Poles voted on Sunday in a knife-edge presidential run-off between a populist incumbent closely allied with US President Donald Trump and a europhile liberal keen to mend fences with the EU.
The stakes are high for Poland’s right-wing Law and Justice (PiS) party government, which has relied on incumbent President Andrzej Duda to endorse judicial reforms that have set Warsaw on a collision course with the EU over democratic standards just three decades after communism’s demise.
Duda is struggling in a tight race with Warsaw mayor Rafal Trzaskowski of the opposition Civic Platform (PO) as final surveys showed the two running neck and neck.
Wojciech, a 59-year-old builder who declined to give his surname, said he chose Duda because his close ties to Trump meant Poland “can count on the US for defence”.
He also said he “agrees completely” with Duda’s vow to ban adoption for same-sex couples.
Warsaw pensioners who identified themselves only as Helena and Maria, both in their eighties, said they chose the pro-European Trzaskowski in the hope he could “get things back on the right track with the EU”.
“We remember too well how it was before (under communism), so for our grandchildren we want Poland to be stable in Europe,” Helena told AFP.

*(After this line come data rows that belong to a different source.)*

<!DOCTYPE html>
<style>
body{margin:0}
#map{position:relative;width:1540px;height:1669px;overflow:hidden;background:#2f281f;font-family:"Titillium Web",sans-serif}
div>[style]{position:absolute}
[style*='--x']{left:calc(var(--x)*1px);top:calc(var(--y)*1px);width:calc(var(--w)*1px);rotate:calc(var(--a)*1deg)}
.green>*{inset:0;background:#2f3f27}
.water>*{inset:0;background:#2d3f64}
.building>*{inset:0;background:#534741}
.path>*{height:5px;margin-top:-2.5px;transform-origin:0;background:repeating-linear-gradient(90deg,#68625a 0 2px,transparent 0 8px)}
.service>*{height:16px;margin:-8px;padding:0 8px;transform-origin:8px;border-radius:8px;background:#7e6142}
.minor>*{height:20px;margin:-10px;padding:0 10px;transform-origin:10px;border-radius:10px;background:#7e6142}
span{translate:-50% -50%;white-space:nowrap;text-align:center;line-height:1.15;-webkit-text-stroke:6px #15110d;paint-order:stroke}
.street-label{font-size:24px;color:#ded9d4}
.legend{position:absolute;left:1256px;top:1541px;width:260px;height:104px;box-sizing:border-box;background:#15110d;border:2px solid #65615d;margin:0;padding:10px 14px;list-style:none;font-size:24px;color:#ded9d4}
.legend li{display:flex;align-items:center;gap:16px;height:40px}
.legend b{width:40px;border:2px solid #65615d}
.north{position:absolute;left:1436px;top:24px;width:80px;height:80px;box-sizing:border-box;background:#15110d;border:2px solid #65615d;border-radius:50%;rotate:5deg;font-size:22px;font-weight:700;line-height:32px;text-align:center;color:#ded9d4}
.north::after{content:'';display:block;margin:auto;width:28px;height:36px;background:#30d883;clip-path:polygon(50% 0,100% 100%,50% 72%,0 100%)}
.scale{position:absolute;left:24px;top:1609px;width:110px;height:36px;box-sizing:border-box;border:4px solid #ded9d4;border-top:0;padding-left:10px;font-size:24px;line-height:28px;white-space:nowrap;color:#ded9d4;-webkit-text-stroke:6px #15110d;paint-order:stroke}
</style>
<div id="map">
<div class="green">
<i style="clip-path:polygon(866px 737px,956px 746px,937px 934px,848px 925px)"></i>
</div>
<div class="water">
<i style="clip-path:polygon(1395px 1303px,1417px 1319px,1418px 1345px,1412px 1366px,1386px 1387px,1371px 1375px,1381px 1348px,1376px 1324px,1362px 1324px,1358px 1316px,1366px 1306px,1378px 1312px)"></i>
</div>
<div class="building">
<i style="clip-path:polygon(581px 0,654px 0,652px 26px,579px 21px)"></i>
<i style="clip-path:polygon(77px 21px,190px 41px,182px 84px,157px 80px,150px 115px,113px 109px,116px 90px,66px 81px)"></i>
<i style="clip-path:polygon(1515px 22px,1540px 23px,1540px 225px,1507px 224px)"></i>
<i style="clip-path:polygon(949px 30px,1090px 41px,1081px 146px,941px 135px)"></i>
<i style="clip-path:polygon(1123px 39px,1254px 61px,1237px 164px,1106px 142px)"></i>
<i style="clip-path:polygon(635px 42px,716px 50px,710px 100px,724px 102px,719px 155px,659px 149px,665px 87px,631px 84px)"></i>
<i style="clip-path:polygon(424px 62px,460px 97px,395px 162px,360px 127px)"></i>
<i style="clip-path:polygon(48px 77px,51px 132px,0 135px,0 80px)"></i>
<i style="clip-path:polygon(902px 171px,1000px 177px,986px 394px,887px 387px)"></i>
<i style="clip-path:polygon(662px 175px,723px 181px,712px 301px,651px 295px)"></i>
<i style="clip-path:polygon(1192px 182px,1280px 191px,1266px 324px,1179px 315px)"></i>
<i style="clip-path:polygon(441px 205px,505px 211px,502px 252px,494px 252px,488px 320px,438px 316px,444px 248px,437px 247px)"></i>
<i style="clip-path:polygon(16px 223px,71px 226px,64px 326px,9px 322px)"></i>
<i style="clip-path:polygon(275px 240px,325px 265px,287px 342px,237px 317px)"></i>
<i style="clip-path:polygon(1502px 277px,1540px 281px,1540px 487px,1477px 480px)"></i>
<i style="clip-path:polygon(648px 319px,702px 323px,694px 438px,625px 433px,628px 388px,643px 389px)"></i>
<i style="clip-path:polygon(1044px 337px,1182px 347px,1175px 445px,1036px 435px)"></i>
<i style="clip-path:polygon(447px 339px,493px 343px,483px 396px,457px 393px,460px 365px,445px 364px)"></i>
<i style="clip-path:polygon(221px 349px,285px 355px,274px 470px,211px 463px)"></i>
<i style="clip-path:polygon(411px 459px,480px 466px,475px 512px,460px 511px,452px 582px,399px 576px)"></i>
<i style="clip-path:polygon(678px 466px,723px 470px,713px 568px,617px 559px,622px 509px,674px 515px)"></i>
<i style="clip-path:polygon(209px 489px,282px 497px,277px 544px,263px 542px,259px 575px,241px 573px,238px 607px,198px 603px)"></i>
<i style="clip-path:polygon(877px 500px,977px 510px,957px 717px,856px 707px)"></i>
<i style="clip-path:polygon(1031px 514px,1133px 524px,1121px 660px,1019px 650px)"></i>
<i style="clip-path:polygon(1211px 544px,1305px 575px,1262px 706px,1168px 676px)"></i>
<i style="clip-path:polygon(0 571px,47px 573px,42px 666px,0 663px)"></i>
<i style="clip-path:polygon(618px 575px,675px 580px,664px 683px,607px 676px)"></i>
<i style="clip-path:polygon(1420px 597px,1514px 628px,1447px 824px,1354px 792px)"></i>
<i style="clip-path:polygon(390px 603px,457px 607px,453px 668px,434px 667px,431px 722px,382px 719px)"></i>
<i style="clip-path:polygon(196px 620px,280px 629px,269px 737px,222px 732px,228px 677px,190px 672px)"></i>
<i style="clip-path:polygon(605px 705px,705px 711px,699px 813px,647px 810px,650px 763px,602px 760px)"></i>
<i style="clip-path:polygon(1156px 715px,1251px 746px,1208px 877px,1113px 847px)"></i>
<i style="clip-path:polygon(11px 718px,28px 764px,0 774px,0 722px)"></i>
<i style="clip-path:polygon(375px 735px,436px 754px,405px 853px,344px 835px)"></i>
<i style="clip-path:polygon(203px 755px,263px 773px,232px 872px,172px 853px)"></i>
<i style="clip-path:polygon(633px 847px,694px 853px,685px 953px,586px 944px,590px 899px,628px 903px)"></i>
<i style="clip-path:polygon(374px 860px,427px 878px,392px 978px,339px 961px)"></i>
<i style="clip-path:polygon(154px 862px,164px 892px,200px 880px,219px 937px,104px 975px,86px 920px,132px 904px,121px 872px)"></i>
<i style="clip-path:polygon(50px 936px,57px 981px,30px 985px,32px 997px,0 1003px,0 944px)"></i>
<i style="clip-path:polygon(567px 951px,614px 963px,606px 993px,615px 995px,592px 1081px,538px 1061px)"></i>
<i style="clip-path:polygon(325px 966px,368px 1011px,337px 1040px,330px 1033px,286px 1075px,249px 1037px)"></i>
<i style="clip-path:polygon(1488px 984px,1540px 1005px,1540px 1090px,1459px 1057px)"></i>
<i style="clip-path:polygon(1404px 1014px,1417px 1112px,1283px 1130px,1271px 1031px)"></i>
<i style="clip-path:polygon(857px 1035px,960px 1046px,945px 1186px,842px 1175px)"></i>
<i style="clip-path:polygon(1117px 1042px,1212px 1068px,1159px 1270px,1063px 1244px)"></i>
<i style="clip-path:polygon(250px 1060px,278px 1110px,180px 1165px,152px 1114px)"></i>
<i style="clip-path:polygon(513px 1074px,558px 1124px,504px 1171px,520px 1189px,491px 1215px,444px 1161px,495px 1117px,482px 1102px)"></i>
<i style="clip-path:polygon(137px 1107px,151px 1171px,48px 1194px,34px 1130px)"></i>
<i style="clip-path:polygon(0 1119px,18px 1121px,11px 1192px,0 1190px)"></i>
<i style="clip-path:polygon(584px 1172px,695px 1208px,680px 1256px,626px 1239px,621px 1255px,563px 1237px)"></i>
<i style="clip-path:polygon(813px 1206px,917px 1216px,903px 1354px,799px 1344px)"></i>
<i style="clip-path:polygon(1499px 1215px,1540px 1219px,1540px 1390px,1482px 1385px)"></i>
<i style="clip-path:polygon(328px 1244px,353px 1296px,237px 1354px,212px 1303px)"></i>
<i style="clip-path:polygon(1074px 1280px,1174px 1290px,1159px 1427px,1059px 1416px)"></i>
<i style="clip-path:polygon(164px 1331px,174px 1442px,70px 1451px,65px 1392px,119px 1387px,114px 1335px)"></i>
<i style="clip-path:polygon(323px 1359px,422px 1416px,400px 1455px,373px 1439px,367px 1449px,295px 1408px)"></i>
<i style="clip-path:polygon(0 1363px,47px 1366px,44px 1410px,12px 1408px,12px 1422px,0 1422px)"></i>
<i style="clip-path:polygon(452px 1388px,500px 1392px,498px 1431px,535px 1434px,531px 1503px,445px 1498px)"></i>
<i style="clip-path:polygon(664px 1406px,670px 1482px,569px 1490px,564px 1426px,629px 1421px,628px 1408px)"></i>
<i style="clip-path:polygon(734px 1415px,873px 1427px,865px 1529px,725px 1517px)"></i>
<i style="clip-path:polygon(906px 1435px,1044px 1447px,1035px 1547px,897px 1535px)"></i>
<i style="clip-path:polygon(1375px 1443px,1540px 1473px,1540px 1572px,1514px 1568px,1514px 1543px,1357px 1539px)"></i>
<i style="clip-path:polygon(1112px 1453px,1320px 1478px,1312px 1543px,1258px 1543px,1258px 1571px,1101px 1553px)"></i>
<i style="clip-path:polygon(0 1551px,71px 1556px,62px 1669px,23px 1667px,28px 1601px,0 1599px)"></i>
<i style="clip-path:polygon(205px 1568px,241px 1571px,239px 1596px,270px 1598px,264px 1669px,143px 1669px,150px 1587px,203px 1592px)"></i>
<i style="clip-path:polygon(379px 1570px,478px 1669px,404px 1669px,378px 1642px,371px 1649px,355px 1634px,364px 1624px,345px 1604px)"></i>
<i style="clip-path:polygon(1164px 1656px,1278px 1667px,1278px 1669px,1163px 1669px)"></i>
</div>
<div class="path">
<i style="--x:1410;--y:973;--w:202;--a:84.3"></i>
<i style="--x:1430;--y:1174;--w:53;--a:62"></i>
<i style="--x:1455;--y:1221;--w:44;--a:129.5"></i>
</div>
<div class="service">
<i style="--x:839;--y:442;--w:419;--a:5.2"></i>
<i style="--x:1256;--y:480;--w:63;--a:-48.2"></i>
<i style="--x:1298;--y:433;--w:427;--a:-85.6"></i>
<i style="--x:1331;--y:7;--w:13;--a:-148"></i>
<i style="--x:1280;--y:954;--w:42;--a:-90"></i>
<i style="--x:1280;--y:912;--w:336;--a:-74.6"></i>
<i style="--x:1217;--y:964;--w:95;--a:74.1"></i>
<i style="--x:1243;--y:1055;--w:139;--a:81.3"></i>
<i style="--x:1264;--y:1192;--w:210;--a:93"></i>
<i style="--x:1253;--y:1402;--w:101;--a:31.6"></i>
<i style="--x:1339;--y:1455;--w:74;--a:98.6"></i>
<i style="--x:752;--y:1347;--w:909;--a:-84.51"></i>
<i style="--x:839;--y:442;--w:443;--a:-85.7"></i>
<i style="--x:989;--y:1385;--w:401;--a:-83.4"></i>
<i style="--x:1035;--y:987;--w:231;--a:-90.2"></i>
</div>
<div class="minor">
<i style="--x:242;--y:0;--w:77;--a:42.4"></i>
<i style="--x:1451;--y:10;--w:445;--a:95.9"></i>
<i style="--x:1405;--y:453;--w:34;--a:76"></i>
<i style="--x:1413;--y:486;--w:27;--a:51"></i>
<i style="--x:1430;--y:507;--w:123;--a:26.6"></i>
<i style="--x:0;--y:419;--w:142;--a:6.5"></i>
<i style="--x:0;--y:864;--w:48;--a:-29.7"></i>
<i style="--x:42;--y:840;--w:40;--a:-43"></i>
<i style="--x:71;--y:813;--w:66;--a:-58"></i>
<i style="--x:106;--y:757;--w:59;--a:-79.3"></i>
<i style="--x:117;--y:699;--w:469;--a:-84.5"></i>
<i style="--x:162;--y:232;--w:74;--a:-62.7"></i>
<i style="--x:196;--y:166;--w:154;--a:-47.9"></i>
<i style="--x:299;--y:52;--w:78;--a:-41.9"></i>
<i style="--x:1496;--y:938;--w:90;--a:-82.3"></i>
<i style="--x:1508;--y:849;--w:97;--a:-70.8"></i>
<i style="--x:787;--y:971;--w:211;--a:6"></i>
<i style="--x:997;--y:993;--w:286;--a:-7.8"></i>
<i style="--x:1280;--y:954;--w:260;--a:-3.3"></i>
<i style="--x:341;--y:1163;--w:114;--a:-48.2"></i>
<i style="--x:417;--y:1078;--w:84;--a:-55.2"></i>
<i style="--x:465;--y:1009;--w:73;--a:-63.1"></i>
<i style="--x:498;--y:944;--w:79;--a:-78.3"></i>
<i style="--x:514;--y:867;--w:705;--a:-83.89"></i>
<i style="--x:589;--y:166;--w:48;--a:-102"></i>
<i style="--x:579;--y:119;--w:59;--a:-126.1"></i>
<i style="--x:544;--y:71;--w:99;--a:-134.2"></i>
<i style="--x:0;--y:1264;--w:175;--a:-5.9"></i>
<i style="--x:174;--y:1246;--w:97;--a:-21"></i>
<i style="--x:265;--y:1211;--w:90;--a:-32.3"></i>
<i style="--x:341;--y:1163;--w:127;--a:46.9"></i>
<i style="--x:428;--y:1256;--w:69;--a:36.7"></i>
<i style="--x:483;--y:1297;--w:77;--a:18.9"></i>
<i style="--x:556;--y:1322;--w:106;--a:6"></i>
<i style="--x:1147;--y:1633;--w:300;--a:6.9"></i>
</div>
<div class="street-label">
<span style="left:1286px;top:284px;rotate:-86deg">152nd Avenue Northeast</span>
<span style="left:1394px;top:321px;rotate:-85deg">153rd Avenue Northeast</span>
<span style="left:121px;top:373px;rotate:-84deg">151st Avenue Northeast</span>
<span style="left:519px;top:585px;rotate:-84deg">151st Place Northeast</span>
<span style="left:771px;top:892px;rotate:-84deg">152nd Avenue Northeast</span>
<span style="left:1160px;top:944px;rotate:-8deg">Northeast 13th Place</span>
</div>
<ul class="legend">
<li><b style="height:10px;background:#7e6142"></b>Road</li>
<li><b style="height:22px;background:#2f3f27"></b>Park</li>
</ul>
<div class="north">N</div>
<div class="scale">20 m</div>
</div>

Turnout hit a record high 24.73 percent by noon, the state elections commission said, suggesting that the coronavirus pandemic would not keep voters away from the ballot box.
Long queues formed at polling stations as social distancing measures were used to stem infections.
Voters were also required to wear masks, use hand sanitiser and their own pens, plus to give priority to pensioners, pregnant women and voters with children.
The election had been due in May — at a time when Duda was riding high in the opinion polls — but was delayed because of the pandemic.
Duda’s support has slipped considerably since then, partly because of the virus fallout, which is pushing Poland into its first recession since communism fell.
An exit poll is expected when voting ends at 1900 GMT while official results are expected Monday morning.
Experts warn that Sunday’s result could be so close that legal challenges and protests may ensue.
In the first round on June 28, Duda came first with 43.5 percent and Trzaskowski second with 30.4 percent.
But Trzaskowski is hoping to sway voters who backed other candidates in round one.
Eurasia Group, a political risk consultancy, said he will have to mobilise very disparate parts of the electorate against Duda and the incumbent would therefore likely win, though by a narrow margin.
Duda promises to defend popular social welfare payments pushed through by the PiS government and led a polarising campaign, attacking LGBT rights and ruling out some Jewish wartime compensation claims.
Ahead of the vote, PiS Justice Minister Zbigniew Ziobro characterised it as “a clash of two visions of Poland, the white-red and rainbow-coloured,” a reference to the colours of Poland’s national flag and the symbol most widely used by the LGBT community.
The government has also lashed out at German-owned media outlets, accusing them of “bias” in the election after a tabloid owned by the Ringier Axel Springer Group published a story about Duda pardoning a paedophile.
Trzaskowski promises a very different Poland.
He has said he will roll back controversial reforms of the judiciary that have triggered tension with the rest of the European Union.
Trzaskowski supports allowing same-sex civil partnerships in Poland, although like Duda he opposes adoption by homosexual couples.
A Trzaskowski victory could begin to loosen the PiS’s grip on Polish politics.
A Duda win on the other hand would cement the party’s power.
“Will it be dominated and completely subservient to a certain political party, with all the consequences of power that is dictatorial in nature? Or will we manage to stop this?”